Common protocol constraints: - Comparable - supports <, >, <=, >= - Equatable - supports ==, != - Hashable - can be used as dictionary key or in sets - Codable - JSON encoding/decoding - CustomStringConvertible - has description property

Where Clauses

For more complex constraints:

func allEqual<T: Equatable>(in array: [T]) -> Bool where T: Hashable {
    return Set(array).count <= 1
}

// Multiple generic types with relationships
func convert<Input, Output>(value: Input, using transform: (Input) -> Output) -> Output {
    return transform(value)
}

Associated Types in Protocols

Protocols can have generic-like behavior via associated types:

protocol Container {
    associatedtype Item
    mutating func append(_ item: Item)
    var count: Int { get }
    subscript(i: Int) -> Item { get }
}

struct IntArray: Container {
    typealias Item = Int  // Swift can usually infer this
    var items: [Int] = []

    mutating func append(_ item: Int) {
        items.append(item)
    }
    var count: Int { items.count }
    subscript(i: Int) -> Int { items[i] }
}

Practical Uses in iOS Development

Generics are ubiquitous in Swift and iOS:

// Networking: generic response parsing
func fetchData<T: Decodable>(from url: URL) async throws -> T {
    let (data, _) = try await URLSession.shared.data(from: url)
    return try JSONDecoder().decode(T.self, from: data)
}

let user: User = try await fetchData(from: userURL)
let posts: [Post] = try await fetchData(from: postsURL)

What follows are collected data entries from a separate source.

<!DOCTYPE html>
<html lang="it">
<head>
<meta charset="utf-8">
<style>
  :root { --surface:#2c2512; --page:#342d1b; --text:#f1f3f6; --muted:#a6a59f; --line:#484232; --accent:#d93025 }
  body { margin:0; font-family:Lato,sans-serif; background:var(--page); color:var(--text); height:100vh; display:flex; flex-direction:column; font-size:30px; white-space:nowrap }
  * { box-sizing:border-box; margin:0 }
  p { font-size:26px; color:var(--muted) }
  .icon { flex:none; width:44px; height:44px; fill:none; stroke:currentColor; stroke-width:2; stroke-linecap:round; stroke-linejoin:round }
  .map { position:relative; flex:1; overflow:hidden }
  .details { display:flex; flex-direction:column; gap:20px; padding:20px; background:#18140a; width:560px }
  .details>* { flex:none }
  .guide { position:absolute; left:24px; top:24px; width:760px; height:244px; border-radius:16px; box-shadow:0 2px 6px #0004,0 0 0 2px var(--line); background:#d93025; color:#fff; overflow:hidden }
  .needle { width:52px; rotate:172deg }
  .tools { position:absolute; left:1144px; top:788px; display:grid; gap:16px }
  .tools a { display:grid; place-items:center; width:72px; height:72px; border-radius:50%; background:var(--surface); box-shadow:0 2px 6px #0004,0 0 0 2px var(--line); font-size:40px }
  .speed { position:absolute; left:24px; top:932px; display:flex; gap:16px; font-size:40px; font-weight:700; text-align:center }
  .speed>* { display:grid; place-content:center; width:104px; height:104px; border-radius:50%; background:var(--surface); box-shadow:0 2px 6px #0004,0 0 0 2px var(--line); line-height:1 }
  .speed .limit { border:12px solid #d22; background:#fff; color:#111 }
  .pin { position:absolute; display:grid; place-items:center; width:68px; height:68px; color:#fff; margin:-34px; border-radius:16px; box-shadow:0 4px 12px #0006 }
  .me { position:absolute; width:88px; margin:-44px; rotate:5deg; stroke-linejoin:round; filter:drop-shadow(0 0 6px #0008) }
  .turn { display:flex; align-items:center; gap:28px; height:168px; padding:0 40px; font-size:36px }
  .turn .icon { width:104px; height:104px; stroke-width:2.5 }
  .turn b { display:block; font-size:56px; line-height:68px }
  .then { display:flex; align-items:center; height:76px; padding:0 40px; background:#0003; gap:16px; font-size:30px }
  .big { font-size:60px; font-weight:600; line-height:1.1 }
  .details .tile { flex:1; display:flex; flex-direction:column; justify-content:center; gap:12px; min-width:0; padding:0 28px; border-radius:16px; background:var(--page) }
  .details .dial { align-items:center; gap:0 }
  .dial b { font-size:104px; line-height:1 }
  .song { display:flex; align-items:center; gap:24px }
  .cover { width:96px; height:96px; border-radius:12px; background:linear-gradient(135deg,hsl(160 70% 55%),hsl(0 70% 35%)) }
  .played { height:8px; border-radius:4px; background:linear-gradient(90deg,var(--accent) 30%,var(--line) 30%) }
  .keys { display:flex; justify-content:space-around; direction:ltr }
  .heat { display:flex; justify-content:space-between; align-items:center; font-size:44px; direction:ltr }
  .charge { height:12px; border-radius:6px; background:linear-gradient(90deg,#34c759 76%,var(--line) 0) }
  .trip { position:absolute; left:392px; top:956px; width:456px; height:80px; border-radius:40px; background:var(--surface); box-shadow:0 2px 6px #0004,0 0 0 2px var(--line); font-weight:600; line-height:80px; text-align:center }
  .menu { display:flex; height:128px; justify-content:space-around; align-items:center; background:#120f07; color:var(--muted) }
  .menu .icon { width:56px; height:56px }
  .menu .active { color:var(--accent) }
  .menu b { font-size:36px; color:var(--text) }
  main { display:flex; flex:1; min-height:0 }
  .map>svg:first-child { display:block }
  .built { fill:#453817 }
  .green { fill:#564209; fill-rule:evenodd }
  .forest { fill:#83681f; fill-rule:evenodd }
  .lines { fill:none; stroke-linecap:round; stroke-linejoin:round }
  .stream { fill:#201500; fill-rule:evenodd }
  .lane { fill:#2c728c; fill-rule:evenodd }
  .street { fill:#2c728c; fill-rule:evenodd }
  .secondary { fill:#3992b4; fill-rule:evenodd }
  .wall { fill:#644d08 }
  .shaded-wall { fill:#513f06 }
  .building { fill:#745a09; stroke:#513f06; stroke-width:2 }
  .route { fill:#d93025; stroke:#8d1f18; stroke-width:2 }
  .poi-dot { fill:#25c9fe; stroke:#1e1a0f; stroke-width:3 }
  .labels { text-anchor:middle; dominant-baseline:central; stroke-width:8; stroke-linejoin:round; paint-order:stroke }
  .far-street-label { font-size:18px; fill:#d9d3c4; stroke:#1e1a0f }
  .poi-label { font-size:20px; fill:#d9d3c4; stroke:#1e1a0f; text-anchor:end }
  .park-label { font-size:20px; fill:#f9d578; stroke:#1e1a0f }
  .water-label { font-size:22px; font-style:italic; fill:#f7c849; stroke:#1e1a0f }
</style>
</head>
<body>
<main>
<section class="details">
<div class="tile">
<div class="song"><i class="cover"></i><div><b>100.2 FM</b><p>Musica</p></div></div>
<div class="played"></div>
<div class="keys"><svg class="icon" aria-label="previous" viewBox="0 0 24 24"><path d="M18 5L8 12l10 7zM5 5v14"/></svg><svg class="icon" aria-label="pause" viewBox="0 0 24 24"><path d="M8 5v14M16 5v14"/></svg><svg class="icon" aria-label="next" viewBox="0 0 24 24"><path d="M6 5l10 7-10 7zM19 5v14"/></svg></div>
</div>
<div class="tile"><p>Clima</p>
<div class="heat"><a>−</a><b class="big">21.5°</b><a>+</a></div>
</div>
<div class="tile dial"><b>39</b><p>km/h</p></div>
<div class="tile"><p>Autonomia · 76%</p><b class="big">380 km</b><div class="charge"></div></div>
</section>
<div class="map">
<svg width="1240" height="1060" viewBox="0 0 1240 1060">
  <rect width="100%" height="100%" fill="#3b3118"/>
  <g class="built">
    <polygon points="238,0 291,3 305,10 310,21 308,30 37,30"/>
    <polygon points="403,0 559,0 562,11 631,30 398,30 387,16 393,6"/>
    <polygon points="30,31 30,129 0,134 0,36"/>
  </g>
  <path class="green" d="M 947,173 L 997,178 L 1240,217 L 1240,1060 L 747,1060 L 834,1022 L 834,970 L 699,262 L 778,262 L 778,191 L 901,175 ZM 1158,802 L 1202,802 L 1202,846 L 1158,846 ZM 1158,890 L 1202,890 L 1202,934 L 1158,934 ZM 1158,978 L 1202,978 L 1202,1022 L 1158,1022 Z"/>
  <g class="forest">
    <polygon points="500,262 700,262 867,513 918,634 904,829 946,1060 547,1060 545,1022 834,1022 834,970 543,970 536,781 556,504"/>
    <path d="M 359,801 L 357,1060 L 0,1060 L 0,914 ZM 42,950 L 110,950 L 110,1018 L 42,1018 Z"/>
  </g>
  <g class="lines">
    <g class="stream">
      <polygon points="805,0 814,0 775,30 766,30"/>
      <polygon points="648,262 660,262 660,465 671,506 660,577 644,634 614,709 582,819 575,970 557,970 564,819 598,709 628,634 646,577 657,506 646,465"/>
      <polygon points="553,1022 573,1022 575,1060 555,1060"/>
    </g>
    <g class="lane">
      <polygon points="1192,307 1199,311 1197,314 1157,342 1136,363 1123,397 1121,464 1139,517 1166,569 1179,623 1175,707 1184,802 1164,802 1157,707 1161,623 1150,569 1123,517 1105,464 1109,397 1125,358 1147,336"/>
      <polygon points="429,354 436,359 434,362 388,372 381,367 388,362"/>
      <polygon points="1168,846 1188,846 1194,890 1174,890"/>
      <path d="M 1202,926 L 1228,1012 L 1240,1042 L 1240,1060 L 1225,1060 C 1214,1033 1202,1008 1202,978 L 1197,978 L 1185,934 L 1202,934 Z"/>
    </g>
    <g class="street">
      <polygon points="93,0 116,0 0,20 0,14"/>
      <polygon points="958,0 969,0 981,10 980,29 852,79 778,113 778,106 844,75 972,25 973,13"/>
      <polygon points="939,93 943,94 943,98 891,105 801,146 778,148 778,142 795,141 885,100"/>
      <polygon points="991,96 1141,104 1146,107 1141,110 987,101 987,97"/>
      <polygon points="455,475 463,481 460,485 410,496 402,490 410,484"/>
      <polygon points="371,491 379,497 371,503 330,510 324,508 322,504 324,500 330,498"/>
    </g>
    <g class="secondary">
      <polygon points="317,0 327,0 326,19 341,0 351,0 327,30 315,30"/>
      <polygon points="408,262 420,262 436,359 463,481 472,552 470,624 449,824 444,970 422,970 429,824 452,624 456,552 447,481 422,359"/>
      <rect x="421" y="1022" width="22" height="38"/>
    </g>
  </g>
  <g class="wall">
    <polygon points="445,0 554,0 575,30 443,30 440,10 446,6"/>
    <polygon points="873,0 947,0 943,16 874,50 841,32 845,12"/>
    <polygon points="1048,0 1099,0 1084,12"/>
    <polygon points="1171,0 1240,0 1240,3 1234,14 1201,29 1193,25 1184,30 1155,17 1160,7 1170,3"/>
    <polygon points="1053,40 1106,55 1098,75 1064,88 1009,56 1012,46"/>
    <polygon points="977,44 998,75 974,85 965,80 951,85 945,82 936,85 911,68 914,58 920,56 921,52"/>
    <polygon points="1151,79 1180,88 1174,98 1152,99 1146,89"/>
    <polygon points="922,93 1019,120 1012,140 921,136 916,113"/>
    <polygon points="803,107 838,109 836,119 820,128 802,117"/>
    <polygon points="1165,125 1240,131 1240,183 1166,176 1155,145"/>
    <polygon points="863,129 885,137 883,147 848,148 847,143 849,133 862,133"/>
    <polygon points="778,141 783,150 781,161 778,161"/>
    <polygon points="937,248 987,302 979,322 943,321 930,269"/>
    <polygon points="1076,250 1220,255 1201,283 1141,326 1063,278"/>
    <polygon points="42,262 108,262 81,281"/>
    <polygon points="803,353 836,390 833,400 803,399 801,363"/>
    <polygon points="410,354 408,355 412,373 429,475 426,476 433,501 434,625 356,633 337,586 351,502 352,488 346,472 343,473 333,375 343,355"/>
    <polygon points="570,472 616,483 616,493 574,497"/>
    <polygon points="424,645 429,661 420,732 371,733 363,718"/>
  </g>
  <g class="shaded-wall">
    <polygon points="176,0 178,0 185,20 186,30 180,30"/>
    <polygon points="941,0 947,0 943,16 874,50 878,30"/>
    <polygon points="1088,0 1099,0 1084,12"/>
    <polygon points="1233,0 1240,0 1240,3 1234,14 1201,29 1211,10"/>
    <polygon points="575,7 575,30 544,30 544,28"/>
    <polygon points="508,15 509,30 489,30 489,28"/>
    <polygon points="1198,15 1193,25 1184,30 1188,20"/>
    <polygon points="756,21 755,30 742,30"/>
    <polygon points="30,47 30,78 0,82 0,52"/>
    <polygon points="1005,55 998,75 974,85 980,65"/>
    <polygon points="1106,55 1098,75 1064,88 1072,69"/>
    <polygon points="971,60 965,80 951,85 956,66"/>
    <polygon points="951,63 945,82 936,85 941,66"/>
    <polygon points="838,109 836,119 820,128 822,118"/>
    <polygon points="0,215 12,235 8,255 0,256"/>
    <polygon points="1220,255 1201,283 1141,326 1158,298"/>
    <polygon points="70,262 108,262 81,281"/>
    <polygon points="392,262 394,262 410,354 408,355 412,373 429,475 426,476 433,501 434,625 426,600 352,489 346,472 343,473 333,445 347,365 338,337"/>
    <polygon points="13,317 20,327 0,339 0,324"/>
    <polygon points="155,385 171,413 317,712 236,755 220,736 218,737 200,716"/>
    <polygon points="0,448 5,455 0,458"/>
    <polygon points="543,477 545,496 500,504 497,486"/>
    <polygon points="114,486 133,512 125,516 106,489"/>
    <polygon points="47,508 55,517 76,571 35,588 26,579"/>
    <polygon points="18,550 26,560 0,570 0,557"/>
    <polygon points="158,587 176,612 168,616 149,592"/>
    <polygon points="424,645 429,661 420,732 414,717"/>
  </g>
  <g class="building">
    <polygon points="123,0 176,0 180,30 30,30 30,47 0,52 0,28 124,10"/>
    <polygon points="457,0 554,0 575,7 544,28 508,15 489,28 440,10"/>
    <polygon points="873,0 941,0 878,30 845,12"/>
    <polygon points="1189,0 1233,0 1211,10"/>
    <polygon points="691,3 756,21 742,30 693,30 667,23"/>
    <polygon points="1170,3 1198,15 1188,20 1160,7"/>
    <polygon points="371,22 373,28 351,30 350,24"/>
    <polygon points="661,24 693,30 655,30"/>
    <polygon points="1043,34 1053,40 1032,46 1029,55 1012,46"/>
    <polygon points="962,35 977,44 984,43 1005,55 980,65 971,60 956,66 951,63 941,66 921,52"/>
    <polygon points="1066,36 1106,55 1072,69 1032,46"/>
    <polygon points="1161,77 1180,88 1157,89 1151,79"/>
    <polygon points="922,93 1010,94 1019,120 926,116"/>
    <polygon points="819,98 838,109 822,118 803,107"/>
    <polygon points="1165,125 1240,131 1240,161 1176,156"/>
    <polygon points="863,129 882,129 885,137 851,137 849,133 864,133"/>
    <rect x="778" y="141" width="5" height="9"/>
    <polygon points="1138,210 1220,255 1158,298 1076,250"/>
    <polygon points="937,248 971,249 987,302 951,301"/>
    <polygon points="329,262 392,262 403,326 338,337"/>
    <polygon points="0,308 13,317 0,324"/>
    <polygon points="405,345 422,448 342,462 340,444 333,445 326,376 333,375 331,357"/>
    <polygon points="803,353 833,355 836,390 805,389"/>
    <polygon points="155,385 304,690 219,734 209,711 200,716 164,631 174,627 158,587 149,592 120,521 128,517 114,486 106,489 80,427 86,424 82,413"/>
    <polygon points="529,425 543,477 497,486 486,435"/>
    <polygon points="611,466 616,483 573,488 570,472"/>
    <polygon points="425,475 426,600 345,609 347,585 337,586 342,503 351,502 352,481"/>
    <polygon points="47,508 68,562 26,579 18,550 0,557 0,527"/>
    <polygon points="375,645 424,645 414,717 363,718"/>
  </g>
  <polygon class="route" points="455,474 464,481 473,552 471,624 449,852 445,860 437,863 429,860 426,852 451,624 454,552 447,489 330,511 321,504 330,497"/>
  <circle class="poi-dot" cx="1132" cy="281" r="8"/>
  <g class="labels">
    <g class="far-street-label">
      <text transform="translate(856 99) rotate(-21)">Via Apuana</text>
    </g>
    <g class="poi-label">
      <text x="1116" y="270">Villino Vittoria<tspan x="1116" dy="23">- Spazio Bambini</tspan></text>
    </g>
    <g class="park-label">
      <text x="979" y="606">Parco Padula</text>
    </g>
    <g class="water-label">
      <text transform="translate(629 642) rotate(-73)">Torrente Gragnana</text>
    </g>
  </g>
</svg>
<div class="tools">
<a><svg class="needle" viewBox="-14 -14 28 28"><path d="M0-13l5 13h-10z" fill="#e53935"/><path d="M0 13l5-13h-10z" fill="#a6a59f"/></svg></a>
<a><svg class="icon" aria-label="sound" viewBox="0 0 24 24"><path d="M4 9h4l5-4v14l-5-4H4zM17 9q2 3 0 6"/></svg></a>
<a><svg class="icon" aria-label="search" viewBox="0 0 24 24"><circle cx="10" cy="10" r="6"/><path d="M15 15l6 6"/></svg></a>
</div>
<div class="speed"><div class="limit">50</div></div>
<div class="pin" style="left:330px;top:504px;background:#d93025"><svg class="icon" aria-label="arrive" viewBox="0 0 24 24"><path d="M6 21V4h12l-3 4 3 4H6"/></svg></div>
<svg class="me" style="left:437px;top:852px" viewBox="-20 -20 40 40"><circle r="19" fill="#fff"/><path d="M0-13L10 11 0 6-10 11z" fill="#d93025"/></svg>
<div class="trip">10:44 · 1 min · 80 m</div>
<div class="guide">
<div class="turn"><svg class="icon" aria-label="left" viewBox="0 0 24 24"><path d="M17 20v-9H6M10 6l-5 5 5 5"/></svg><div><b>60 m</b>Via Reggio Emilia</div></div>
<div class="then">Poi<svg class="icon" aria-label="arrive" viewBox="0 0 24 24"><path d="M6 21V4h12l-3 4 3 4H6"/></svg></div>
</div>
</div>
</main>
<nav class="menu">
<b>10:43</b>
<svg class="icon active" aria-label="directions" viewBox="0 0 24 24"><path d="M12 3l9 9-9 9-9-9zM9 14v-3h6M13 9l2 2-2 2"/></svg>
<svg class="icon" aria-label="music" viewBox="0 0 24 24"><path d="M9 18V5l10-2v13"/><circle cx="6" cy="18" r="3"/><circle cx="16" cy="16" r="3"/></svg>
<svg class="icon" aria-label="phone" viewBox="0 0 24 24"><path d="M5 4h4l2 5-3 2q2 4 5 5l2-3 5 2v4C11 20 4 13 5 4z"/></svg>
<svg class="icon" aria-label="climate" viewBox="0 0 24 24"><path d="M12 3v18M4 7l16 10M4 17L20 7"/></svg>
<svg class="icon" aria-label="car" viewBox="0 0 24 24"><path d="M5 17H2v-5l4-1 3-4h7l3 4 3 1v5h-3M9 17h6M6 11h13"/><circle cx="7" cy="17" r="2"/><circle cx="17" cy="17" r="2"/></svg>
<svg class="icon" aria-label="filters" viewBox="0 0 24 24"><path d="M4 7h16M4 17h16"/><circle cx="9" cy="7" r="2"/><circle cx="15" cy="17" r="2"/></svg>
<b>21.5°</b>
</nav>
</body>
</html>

// SwiftUI: generic view builders
struct CardView<Content: View>: View {
    let content: Content

    init(@ViewBuilder content: () -> Content) {
        self.content = content()
    }

    var body: some View {
        VStack {
            content
        }
        .padding()
        .background(Color.white)
        .cornerRadius(12)
        .shadow(radius: 4)
    }
}

Gotchas

  • Type erasure is sometimes needed. You cannot use a protocol with associated types as a concrete type directly (e.g., var container: Container does not compile). Use any Container (Swift 5.7+) or type-erased wrappers.
  • Generic type inference can fail with complex expressions. If the compiler cannot infer T, you may need explicit type annotations: let result: MyType = genericFunction().
  • Generics are resolved at compile time. There is zero runtime overhead compared to writing type-specific functions. The compiler generates specialized code for each concrete type used.